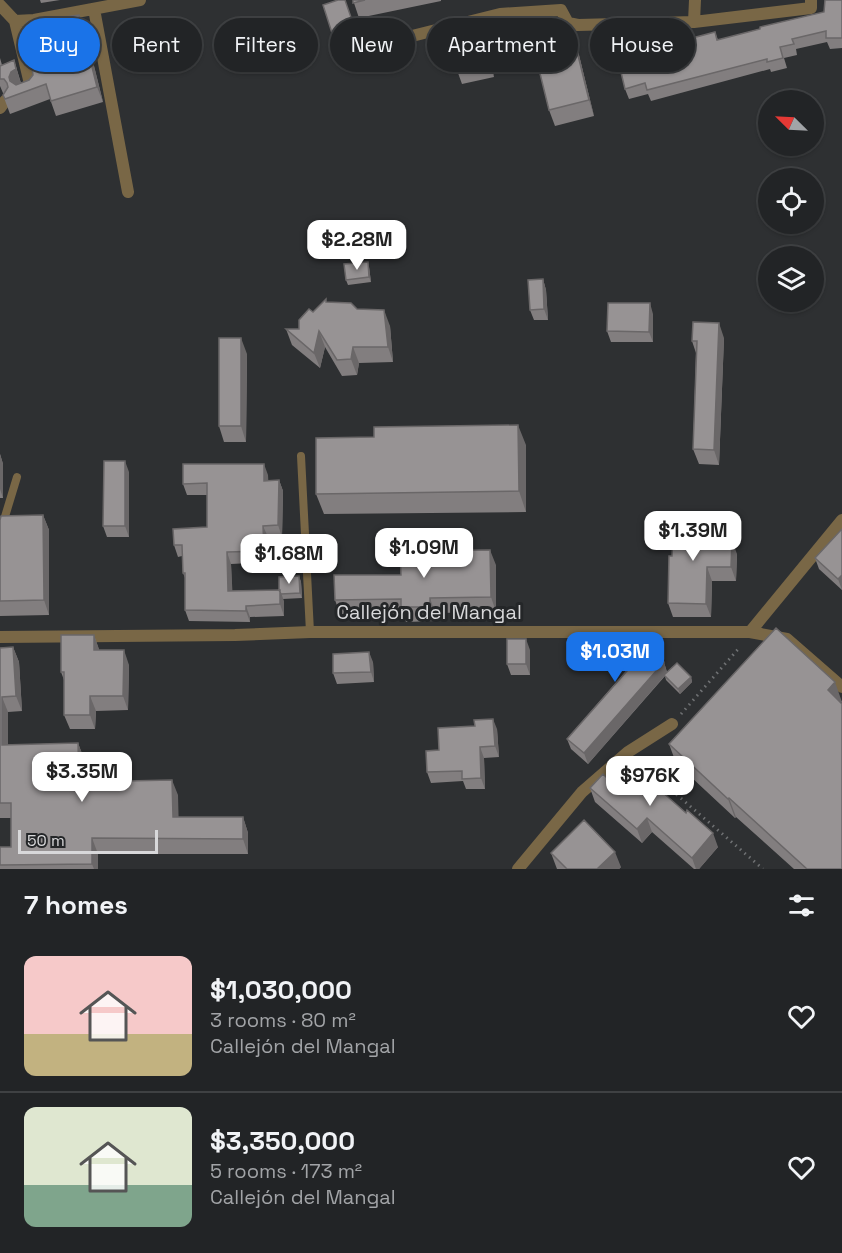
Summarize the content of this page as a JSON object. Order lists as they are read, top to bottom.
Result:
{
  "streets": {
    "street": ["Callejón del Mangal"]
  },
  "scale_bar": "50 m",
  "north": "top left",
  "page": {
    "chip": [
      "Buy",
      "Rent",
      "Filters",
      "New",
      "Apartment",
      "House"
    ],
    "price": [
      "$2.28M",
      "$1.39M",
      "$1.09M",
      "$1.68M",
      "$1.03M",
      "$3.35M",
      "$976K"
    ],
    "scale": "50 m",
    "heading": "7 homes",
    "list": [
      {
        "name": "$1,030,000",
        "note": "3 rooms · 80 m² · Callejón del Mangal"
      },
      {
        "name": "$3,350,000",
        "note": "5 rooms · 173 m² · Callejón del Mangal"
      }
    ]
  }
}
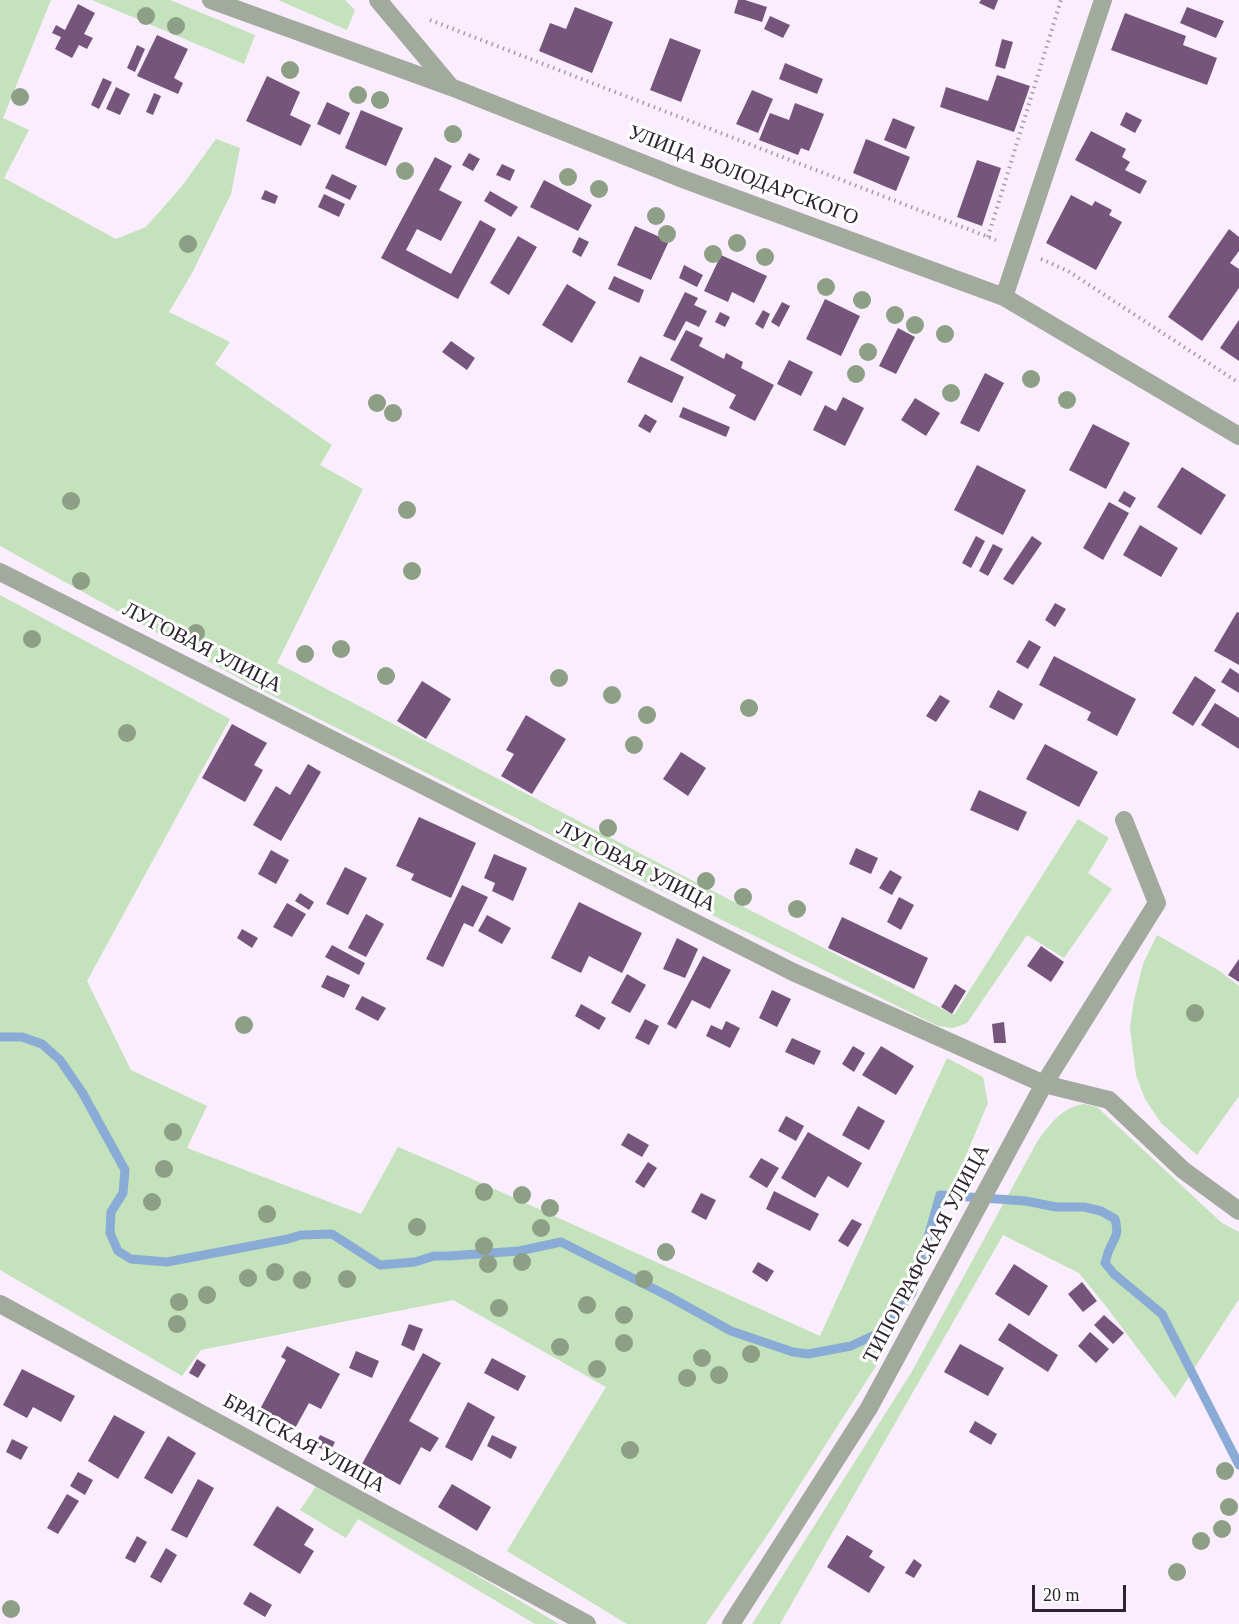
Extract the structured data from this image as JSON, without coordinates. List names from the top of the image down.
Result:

**EXERCISE PROMPT**
Give back the whole listing exactly as written. Do not include any picture.

**WORKED SOLUTION**
Summarize the content of this page as a JSON object. Order lists as they are read, top to bottom.
Result:
{
  "streets": {
    "street": ["Callejón del Mangal"]
  },
  "scale_bar": "50 m",
  "north": "top left",
  "page": {
    "chip": [
      "Buy",
      "Rent",
      "Filters",
      "New",
      "Apartment",
      "House"
    ],
    "price": [
      "$2.28M",
      "$1.39M",
      "$1.09M",
      "$1.68M",
      "$1.03M",
      "$3.35M",
      "$976K"
    ],
    "scale": "50 m",
    "heading": "7 homes",
    "list": [
      {
        "name": "$1,030,000",
        "note": "3 rooms · 80 m² · Callejón del Mangal"
      },
      {
        "name": "$3,350,000",
        "note": "5 rooms · 173 m² · Callejón del Mangal"
      }
    ]
  }
}
Extract the structured data from this image as JSON, without coordinates. List names from the top of the image down.
Result:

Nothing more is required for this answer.